È riferito alla scena del delitto, ma possiamo trasferirlo anche sulla scena di un amore:

Non le garbavano, le ombre con Giuliana. Quelle parti meno illuminate dello scambio quotidiano, quelle semioscurità che poi si diradano o smettono d’esser guardate. Difficili da evitare. E che questa scontentezza segnalasse la propria tenace dipendenza non le importava affatto: anzi, era felice di dipendere da Giuliana, di ricevere da lei quel di più di sicurezza e fiducia che trasforma una buona vita in una vita speciale. Che il di più di senso della sua vita dipendesse dalla relazione con Giuliana era un esercizio di maturità, non un’involuzione.
Né le piaceva cogliere delusione in Giuliana, quando lei si intestardiva su un dettaglio e scordava l’orizzonte. Delusione indiscutibile: non perché fosse evidente, anzi Giuliana aveva sempre un modo amorevole e delicato d’offrire ad Alice l’occasione per ripartire, – ma perché era lampante a lei stessa che le proprie pur sporadiche bizzarrie potevano suscitare soltanto scoraggiamento. Non pietà, com’è forse ovvio che mai sia in una relazione d’amore: un leggero avvilimento, d’illusione svanita. Il tempo del minuscolo sconforto.

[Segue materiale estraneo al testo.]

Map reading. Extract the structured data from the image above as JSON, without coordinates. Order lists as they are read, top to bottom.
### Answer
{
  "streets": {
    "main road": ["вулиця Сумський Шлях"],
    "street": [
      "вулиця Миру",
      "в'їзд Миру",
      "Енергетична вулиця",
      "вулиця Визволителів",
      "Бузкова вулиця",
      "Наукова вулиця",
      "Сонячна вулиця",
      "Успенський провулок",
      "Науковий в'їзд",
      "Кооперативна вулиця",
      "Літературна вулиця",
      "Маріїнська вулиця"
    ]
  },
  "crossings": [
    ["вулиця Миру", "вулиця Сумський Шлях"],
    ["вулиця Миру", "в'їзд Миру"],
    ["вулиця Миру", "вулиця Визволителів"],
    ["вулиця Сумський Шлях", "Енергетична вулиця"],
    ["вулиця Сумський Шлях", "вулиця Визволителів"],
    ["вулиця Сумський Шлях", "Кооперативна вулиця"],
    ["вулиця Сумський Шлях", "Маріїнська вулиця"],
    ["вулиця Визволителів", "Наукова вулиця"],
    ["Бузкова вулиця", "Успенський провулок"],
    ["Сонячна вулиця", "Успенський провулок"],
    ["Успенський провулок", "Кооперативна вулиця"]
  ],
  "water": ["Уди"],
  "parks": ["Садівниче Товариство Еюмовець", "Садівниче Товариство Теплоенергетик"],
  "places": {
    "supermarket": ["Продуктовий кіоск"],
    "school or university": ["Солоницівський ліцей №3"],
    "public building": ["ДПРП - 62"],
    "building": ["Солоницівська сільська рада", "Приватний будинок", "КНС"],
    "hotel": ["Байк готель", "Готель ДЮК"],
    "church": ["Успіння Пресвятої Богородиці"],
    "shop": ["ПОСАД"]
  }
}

Ecco comparire il tempo del minuscolo sconforto che può diventare slavina, sgretolamento o addirittura, e qui entriamo nel giallo, eliminazione fisica, assassinio dell’altro in quanto mostro da punire per ristabilire un ordine, una giustizia.
Ma quando tutto sarà compiuto non vi sarà giustizia, ma solo dolore che si aggiunge a dolore.
Infatti l’omicidio, dice Vittoria con una frase tanto profonda quanto semplice “non è mai una buona soluzione”.
Ma non c’è rabbia, astio, odio nei confronti dell’omicida, anzi è un sentimento di dolore per quel suo “amore deformato”, per “l’isolamento del suo cuore”.
Qui il romanzo si chiude con una sorta di rimando a se stesso, al suo inizio: l’amore non può mai essere chiusura, ripiegamento su di sé, abbandono del campo.
E così, al terminare dell’indagine poliziesca di Alice, si concluderà anche la sua (e delle amiche) indagine romantica attraverso quella che viene definita “l’unica conclusione certa”:

” (…) Vi ricordate… scusa, Adriana… vi ricordate il periodo del garbuglio Vittoria-Alfonsa?”
“Sì,” dissero Vittoria e Giuliana. Adriana si alzò da tavola per l’improvvisa urgenza di prendere una bottiglia di acqua frizzante dal frigorifero.
“Eravamo arrivate ad una conclusione certa, in quei giorni: che in amore come in ogni altra relazione importante dire il dispiacere, il disagio, la fatica, dirlo subito, aiuta più di ogni altra mossa,” continuò Alice. “Voi, anche voi, avevate dimostrato quanto sia difficile farlo.”

Difficile, impossibile?
Le ultime righe evocano un cielo stellato, un po’ come l’Inferno dantesco (Uscimmo a riveder le stelle), il che fa bene sperare…

Data la mia nota passione per le rime, vorrei terminare con una quartina:
E Alice Carta alla sua quinta investigazione conclude:
il delitto non è mai una buona soluzione.